Cheryl Hyman wants to leverage strengths of community college partners to ensure maximum access for students

Cheryl Hyman has traveled the pathway to success. Now, she wants to make sure it is available for others. Many, many others. 

Arizona State University’s new vice provost for academic alliances, Hyman came from a family that lived in public housing on the west side of Chicago. She was once a high school dropout, and her road to a better life through education started in the community college system. From there, she went on to receive a bachelor’s degree, a master’s degree and an MBA. Her message? If I can do it, you can, too. 

Hyman arrived at ASU in January of this year after six years as the chancellor of City Colleges of Chicago, replacing Maria Hesse, who retired from ASU as the 2019 spring semester came to a close. After a period of transition into America’s most innovative university, Hyman has developed a new strategic plan — one that builds on the foundation Hesse helped ASU establish. 

“Maria did a tremendous job building a foundation with community colleges,” Hyman said. “My focus is taking us from a partnership to a platform. We need to have more integrated systems where we are leveraging each other’s strengths and offerings. So now, our community college partners become another platform for us to help figure out how to get people from where they are to where they want to be.”

Video by Deanna Dent/ASU Now

Providing service for universal learning is central to the mission, according to Hyman. And inevitably, that means a higher volume of students.  

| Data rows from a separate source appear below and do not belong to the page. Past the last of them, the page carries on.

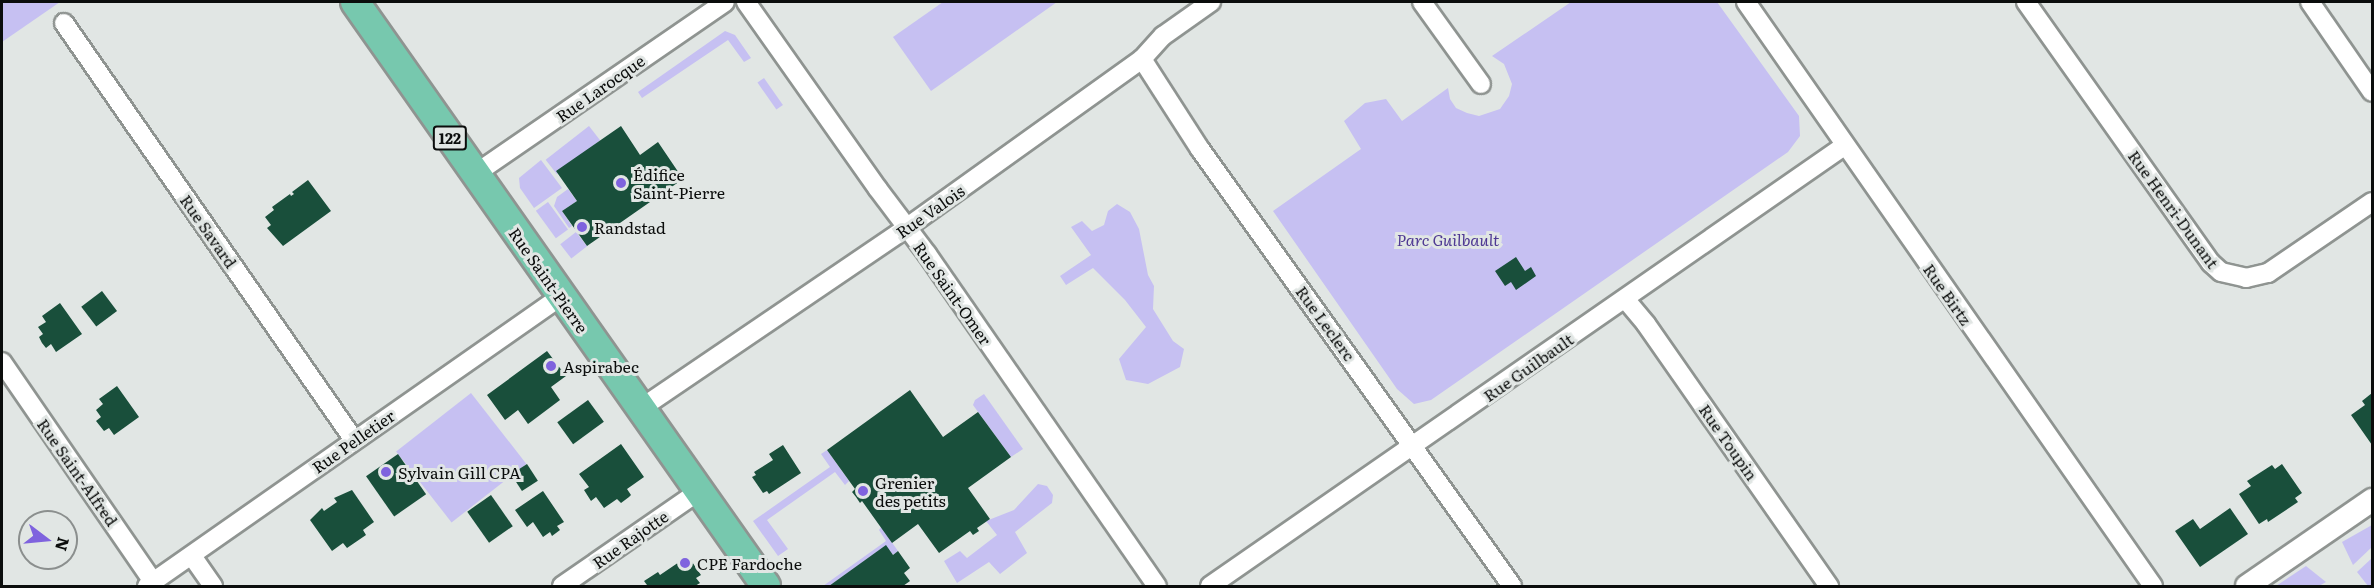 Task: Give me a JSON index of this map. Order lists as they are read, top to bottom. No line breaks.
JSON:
{"streets":{"main road":["122","Rue Saint-Pierre"],"street":["Rue Larocque","Rue Henri-Dunant","Rue Valois","Rue Savard","Rue Saint-Omer","Rue Birtz","Rue Leclerc","Rue Guilbault","Rue Pelletier","Rue Toupin","Rue Saint-Alfred","Rue Rajotte"]},"crossings":[["Rue Larocque","Rue Saint-Pierre"],["Rue Valois","Rue Saint-Pierre"],["Rue Valois","Rue Saint-Omer"],["Rue Valois","Rue Leclerc"],["Rue Savard","Rue Pelletier"],["Rue Saint-Pierre","Rue Pelletier"],["Rue Saint-Pierre","Rue Rajotte"],["Rue Birtz","Rue Guilbault"],["Rue Leclerc","Rue Guilbault"],["Rue Guilbault","Rue Toupin"],["Rue Pelletier","Rue Saint-Alfred"]],"parks":["Parc Guilbault"],"places":["Édifice Saint-Pierre","Randstad","Aspirabec","Sylvain Gill CPA","Grenier des petits","CPE Fardoche"],"north":"right"} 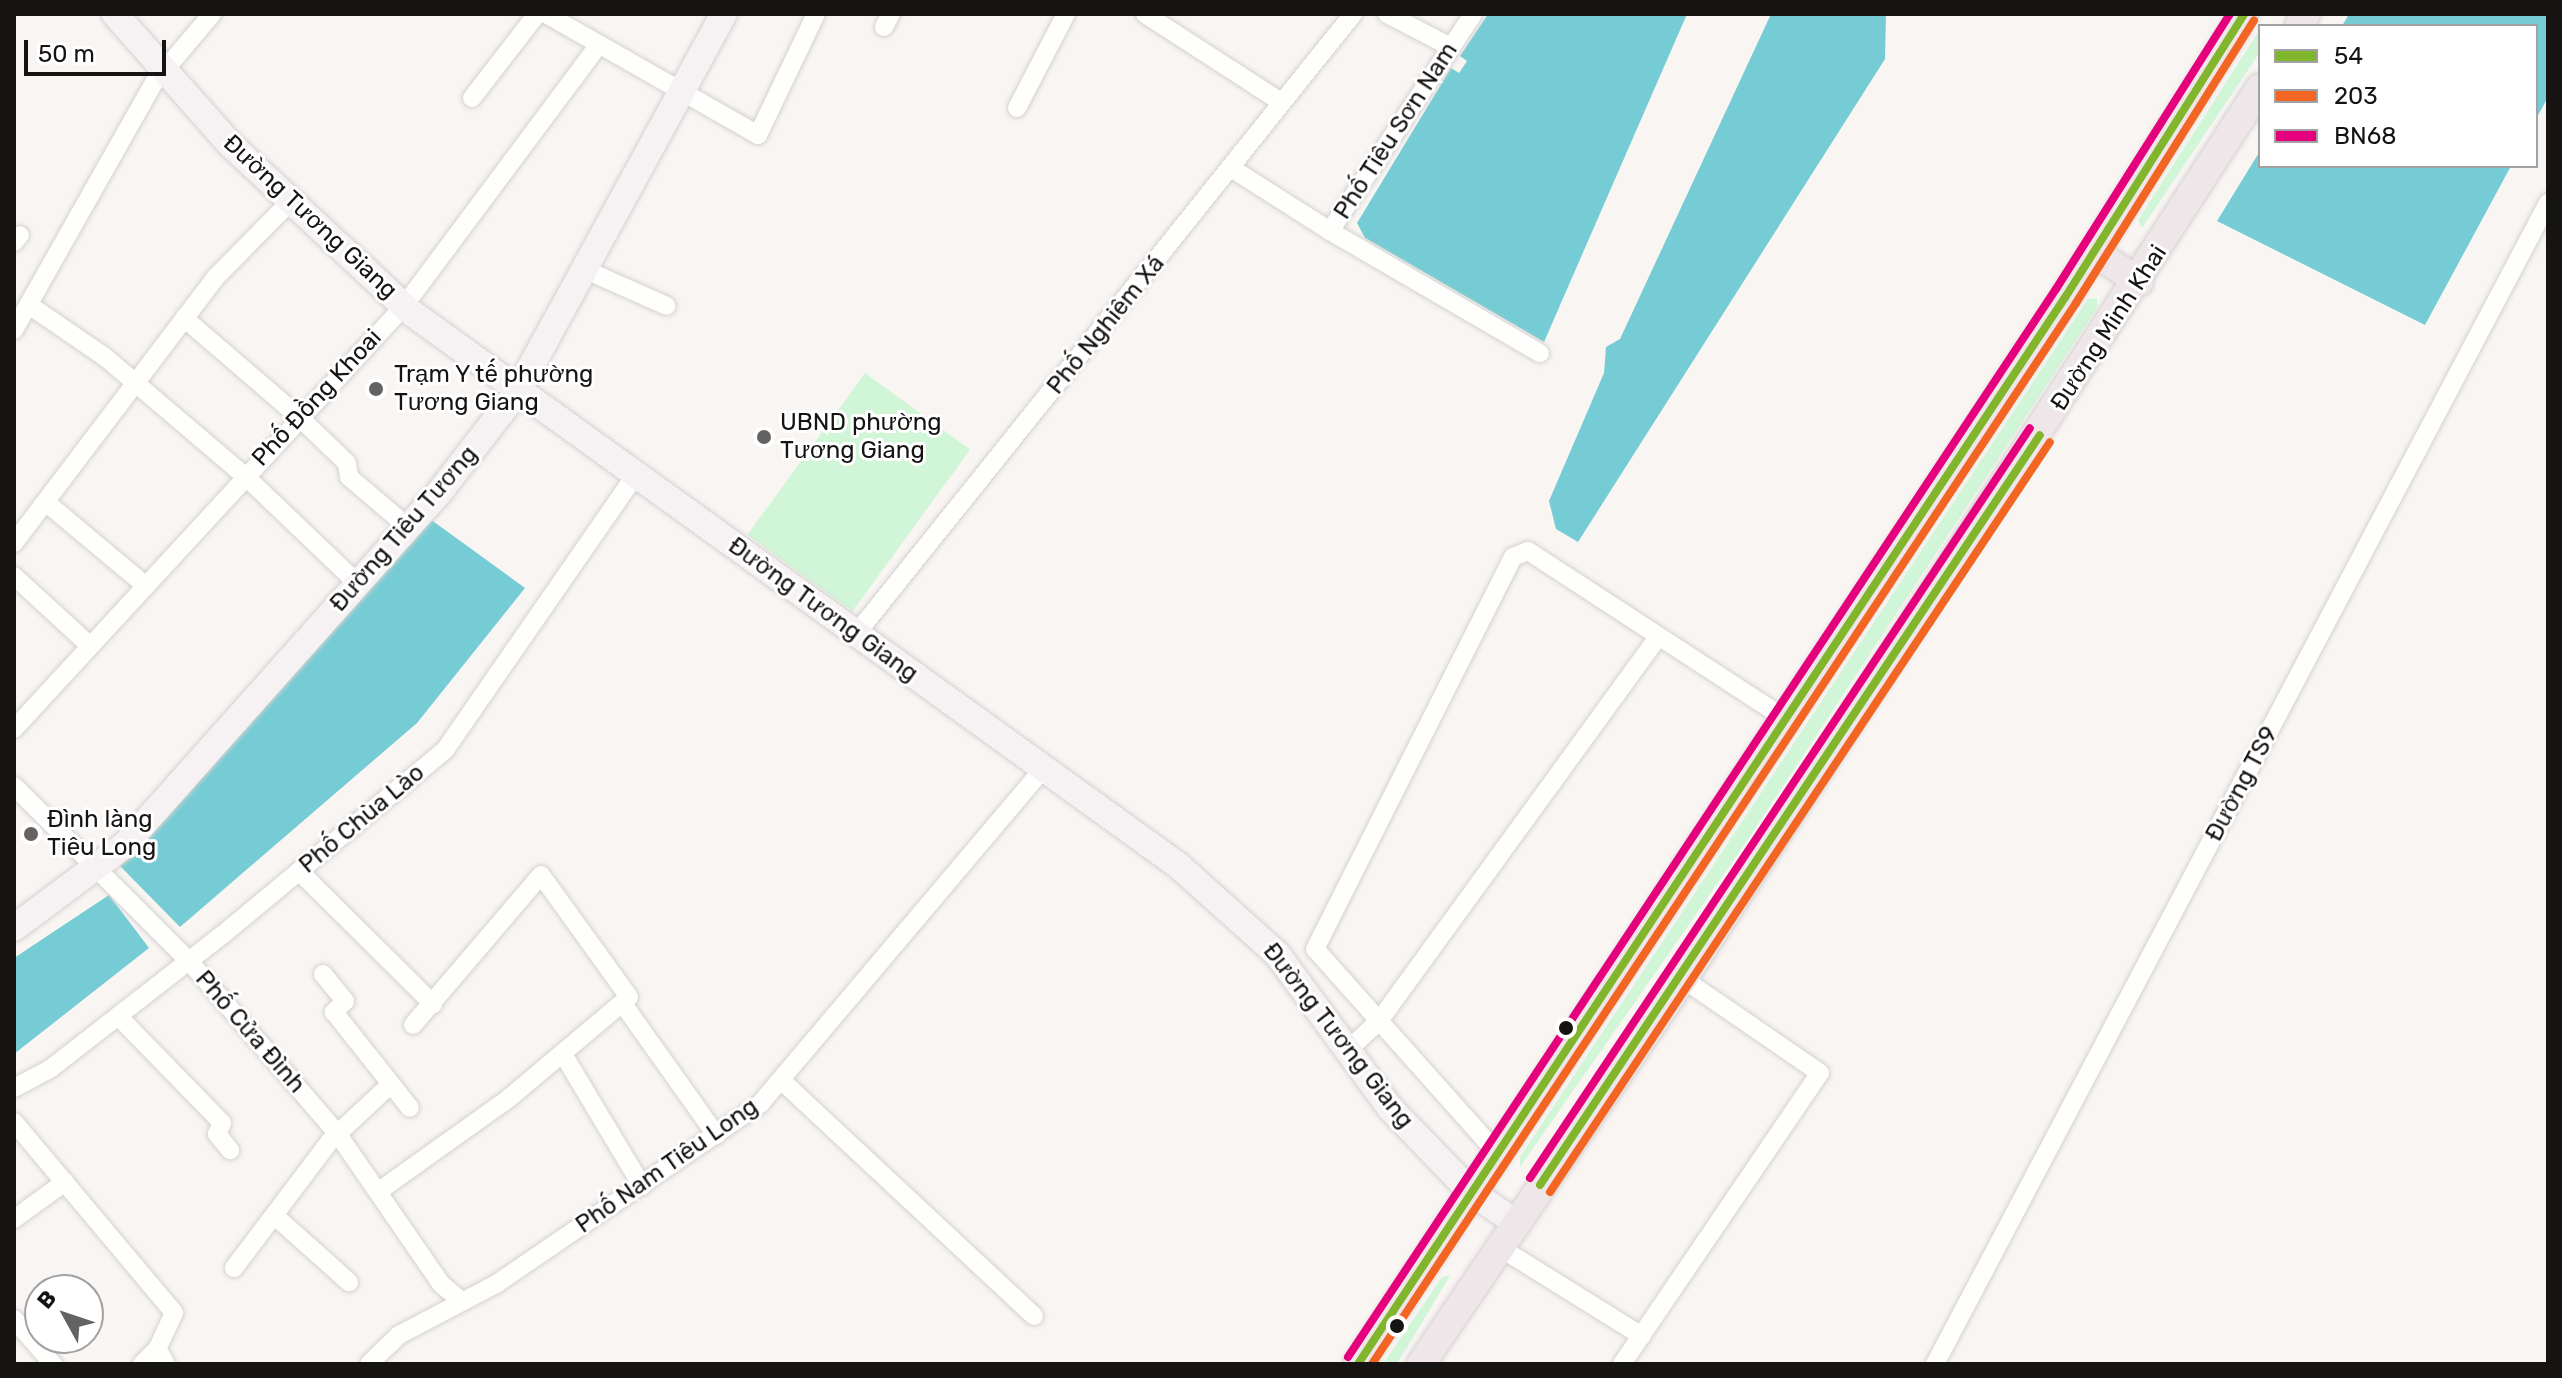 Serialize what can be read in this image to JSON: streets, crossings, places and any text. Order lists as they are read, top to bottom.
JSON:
{
  "streets": {
    "main road": ["Đường Tương Giang", "Đường Minh Khai", "Đường Tiêu Tương"],
    "street": [
      "Phố Tiêu Sơn Nam",
      "Phố Nghiêm Xá",
      "Phố Đồng Khoai",
      "Đường TS9",
      "Phố Chùa Lào",
      "Phố Cửa Đình",
      "Phố Nam Tiêu Long"
    ]
  },
  "crossings": [
    ["Phố Tiêu Sơn Nam", "Phố Nghiêm Xá"],
    ["Đường Tương Giang", "Phố Nghiêm Xá"],
    ["Đường Tương Giang", "Đường Minh Khai"],
    ["Đường Tương Giang", "Phố Đồng Khoai"],
    ["Đường Tương Giang", "Đường Tiêu Tương"],
    ["Đường Tương Giang", "Phố Chùa Lào"],
    ["Đường Tương Giang", "Phố Nam Tiêu Long"],
    ["Đường Tiêu Tương", "Phố Cửa Đình"],
    ["Phố Chùa Lào", "Phố Cửa Đình"],
    ["Phố Cửa Đình", "Phố Nam Tiêu Long"]
  ],
  "places": ["Trạm Y tế phường Tương Giang", "UBND phường Tương Giang", "Đình làng Tiêu Long"],
  "lines": ["transit line 54", "transit line BN68", "transit line 203"],
  "legend": ["54", "203", "BN68"],
  "scale_bar": "50 m",
  "north": "top left"
}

“Everybody in higher ed will be forced to deal with not just servicing students, but how to re-service, and re-service,” Hyman said. “People are not staying 30 years in jobs anymore. They are constantly transitioning in and out of education for various reasons, whether it be life, reschooling or retooling. And as they do that, we have to reposition to respond and change very rapidly.

“We need to use our alliances to help position ASU as the premier platform for universal learning.” 

Hyman says that will require a focus in three areas: expansion, integration and opportunity identification. 

From Hyman’s perspective, expansion is not about “growth just for the sake of growing ASU.” It’s about expanding opportunity for the large percentage of the population that is not pursuing a postsecondary education. And that means helping people find their way. 

“The people who aren’t going to college, I don’t believe it’s because they don’t want to. I don’t believe it’s because they don’t see everything that’s happening in the world,” she said. “But I do believe it’s because no one is helping them understand what it means to them and then helping guide them through that process.” 

So, when Hyman talks about expansion, she means helping people navigate their way through the system and helping them understand how to obtain the credentials that will translate into something tangible. With the volume of people who will need to behave as universal learners, the days of a one-on-one relationship with an adviser are over. ASU’s transfer tools offer students a way to do it themselves. 

“ASU has a very robust transfer tool,” Hyman said. “It has been tried and tested with many of our community college partners and allows students to self-navigate. It enables them to create a pathway based on what’s offered at their community college, wherever it might be, and what’s offered at ASU. Students can go there and view their course equivalencies and figure out how to build a very robust associate degree that prepares them for the discipline they want at ASU. If they follow that pathway, they have guaranteed program admission into ASU, in their discipline of choice, without loss of time or credit.”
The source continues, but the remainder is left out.